> [Exercise details] Please transcribe the entries below exactly and leave out every picture.

Records contained in a dataset
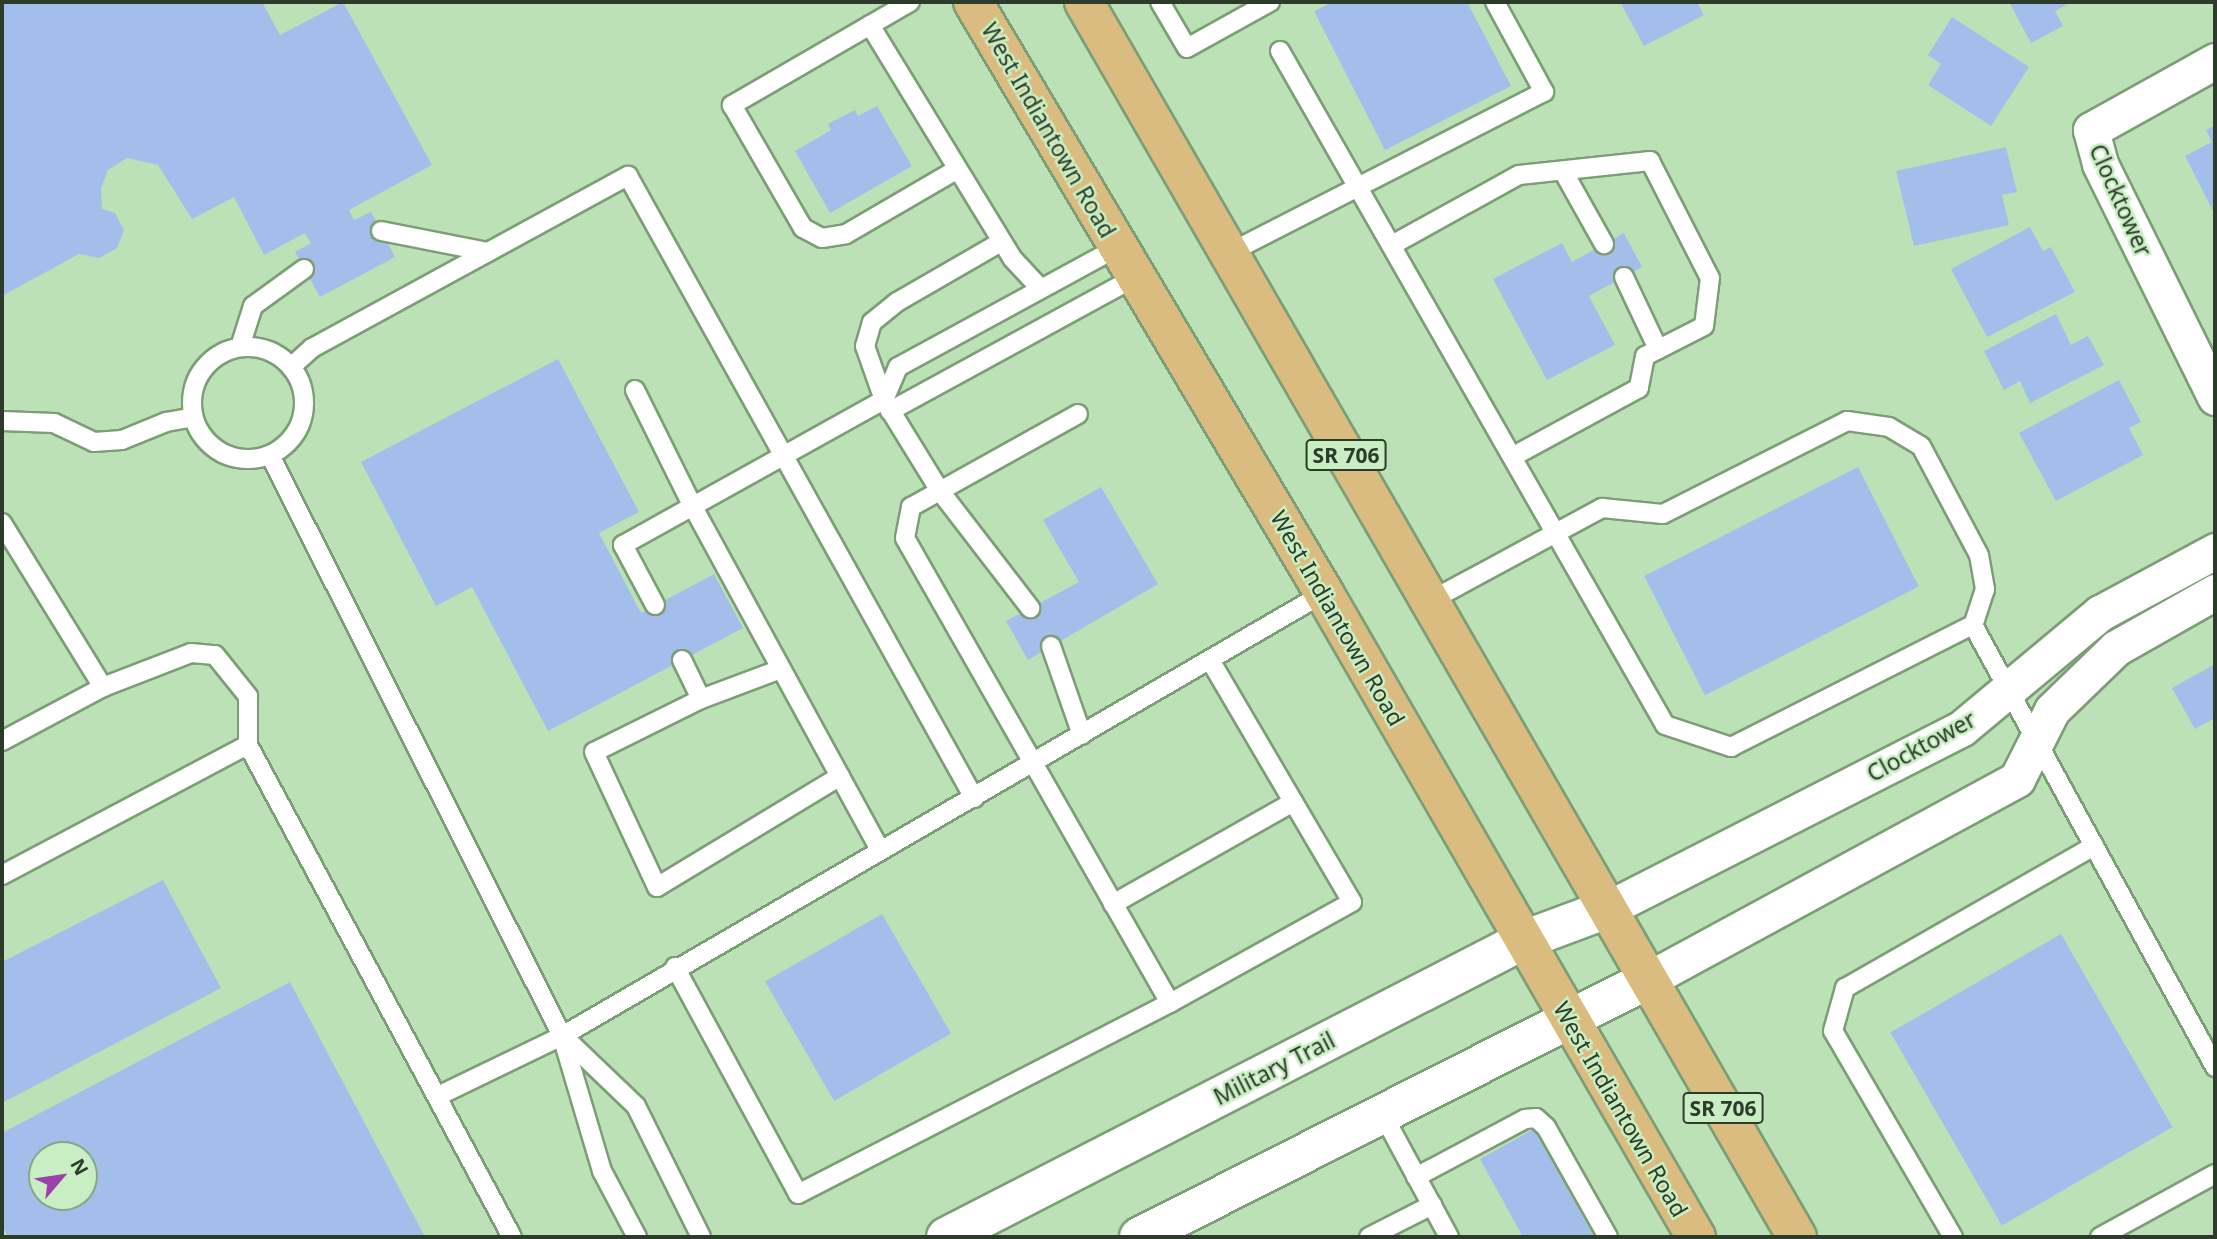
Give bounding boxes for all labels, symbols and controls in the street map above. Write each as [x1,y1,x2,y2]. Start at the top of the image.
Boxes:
street label: West Indiantown Road [976,18,1122,242]
street label: Clocktower [2084,140,2158,260]
road number: SR 706 [1304,438,1388,472]
street label: West Indiantown Road [1265,506,1411,730]
street label: Clocktower [1862,705,1980,787]
street label: West Indiantown Road [1548,997,1694,1221]
street label: Military Trail [1209,1026,1339,1110]
road number: SR 706 [1681,1090,1765,1126]
north arrow [28,1141,98,1211]
text: N [64,1154,95,1180]

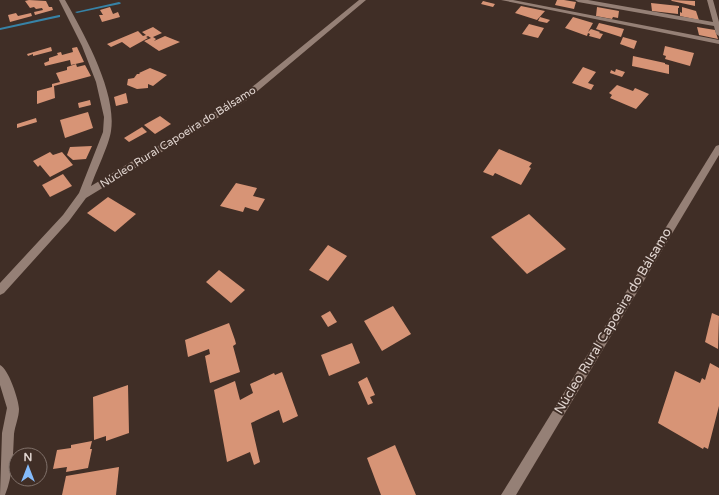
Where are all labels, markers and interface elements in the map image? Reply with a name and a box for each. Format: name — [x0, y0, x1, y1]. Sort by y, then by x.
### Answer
street label: Núcleo Rural Capoeira do Bálsamo — [98, 83, 259, 191]
street label: Núcleo Rural Capoeira do Bálsamo — [551, 225, 675, 417]
north arrow — [8, 447, 48, 487]
text: N — [24, 451, 32, 464]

> [Written solution]
Give bounding boxes for all labels, symbols and controls in the street map above. Write each as [x1,y1,x2,y2]. Start at the top of the image.
Boxes:
street label: West Indiantown Road [976,18,1122,242]
street label: Clocktower [2084,140,2158,260]
road number: SR 706 [1304,438,1388,472]
street label: West Indiantown Road [1265,506,1411,730]
street label: Clocktower [1862,705,1980,787]
street label: West Indiantown Road [1548,997,1694,1221]
street label: Military Trail [1209,1026,1339,1110]
road number: SR 706 [1681,1090,1765,1126]
north arrow [28,1141,98,1211]
text: N [64,1154,95,1180]

Where are all labels, markers and interface elements in the map image? Reply with a name and a box for each. Format: name — [x0, y0, x1, y1]. Sort by y, then by x.
### Answer
street label: Núcleo Rural Capoeira do Bálsamo — [98, 83, 259, 191]
street label: Núcleo Rural Capoeira do Bálsamo — [551, 225, 675, 417]
north arrow — [8, 447, 48, 487]
text: N — [24, 451, 32, 464]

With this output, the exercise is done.